The dawn of a ‘regress narrative’ transforms the political landscape and the positionality of ‘change forces’. If things are getting worse change may not be progressive, as was once the case, but regressive. In fact, in such a case, the progressive position may be to ‘conserve’ the current situation rather than embrace changes towards a worse situation. I have argued at length that, in a regress narrative, progressive social reforms face a classic ‘crisis of positionality’ (Goodson, 2003).
3. Reconceptualisation
Living in a globalised world following the dominant ideology of neoliberalism requires a thorough reconceptualisation, not just of the meaning of politics but the nature of social inquiry. As Graeber (2013) points out, much of the impetus of neoliberalism, beyond its pervasive dumbing down of the media and knowledge nexus, is towards an attack on the social imagination. Any thought and inquiry which prefigures alternative worlds is discouraged and deconstructed. Our reconceptualisation of social inquiry has to develop and be sustained alongside the global movement to de/disvalue imagination and critique.
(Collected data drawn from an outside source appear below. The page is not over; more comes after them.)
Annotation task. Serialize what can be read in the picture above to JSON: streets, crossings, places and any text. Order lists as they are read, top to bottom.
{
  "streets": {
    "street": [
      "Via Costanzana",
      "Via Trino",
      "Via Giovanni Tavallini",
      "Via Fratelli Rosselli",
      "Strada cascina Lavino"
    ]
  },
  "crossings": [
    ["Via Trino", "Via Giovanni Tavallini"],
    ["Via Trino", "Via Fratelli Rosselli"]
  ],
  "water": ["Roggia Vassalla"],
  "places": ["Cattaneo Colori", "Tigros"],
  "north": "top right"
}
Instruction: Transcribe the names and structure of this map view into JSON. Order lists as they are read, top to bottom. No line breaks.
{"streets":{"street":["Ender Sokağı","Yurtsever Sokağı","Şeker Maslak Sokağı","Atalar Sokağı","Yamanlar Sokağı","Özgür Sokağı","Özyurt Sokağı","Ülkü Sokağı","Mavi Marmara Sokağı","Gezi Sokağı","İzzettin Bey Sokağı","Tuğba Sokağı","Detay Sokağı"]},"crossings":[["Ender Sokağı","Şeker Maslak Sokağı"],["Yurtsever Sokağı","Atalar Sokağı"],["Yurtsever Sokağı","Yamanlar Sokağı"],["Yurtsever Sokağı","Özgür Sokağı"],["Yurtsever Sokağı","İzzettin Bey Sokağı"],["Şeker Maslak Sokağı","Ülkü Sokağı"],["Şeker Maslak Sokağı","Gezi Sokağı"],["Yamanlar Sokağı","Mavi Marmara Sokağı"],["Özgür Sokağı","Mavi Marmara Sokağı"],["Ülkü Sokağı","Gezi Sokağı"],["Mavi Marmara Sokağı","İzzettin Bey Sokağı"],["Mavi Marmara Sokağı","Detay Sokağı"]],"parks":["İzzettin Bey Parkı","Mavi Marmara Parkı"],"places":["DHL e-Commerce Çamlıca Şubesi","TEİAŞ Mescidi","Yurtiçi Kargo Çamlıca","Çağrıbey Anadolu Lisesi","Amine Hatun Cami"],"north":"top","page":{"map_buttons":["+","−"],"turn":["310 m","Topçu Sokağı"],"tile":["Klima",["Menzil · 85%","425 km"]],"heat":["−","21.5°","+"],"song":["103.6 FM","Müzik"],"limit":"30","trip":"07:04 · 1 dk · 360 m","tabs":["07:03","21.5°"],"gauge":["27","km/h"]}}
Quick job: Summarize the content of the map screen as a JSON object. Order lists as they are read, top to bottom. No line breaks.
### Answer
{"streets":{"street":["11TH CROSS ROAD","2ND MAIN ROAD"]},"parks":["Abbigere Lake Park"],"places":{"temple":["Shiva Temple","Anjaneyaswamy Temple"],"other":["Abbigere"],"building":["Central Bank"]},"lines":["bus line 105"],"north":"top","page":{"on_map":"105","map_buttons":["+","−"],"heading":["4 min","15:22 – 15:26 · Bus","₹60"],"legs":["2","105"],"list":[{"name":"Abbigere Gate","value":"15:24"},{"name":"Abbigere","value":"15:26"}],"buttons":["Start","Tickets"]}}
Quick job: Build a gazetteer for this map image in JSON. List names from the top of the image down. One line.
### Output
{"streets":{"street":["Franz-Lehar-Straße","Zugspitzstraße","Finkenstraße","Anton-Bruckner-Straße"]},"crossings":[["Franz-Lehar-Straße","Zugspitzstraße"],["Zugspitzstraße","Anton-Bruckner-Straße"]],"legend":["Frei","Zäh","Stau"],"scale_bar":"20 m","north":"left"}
While historical remembering is one strategy to support redeveloping the social imagination, there are many current possibilities. For while neoliberalism seeks a uniform social and economic order, such universalising tendencies have been far from successful. Any social inquiry that is seriously pursued will uncover considerable variety in the social and political responses to global movements. Our reconceptualisation needs to move beyond the dominant narratives in education such as: ‘school improvement’, ‘key competencies’, ‘change forces’, ‘restructuring initiatives’, ‘knowledge societies’, and ‘economic competitiveness’ to explore the variegations and alternative conceptualisations which co-exist with these totalising impulses. Reconceptualisation leads on to analyses of re-contextualisation, and from there to the detailed study of refraction.
This reconceptualisation aims then to recover and analyse the variety of responses to the promotion of ‘world movements’ of change restructuring. Behind the triumphalist tone of the ‘end of history’ narrative lies a wealth of complexity, which generates an ongoing social imagination of alternatives.
4. Refraction
As an emerging concept, ‘refraction’ draws on a range of existing traditions and approaches in the social sciences, with several key areas for exploration and investigation. Broadly, however, refraction in education may be seen as a change in direction arising from individuals’ and groups’ own beliefs, practices, and trajectories that are at odds with dominant waves of reform and policies introduced into the field.
This type of ‘bending’ or mediation occurs in various ways and for numerous reasons, and must be viewed as crucial elements for analysis, as not only do these highlight alternative and pre-figurative antecedents, forms, and models of practice, they also illustrate the interaction between ideology and structures and individual and collective practice and action.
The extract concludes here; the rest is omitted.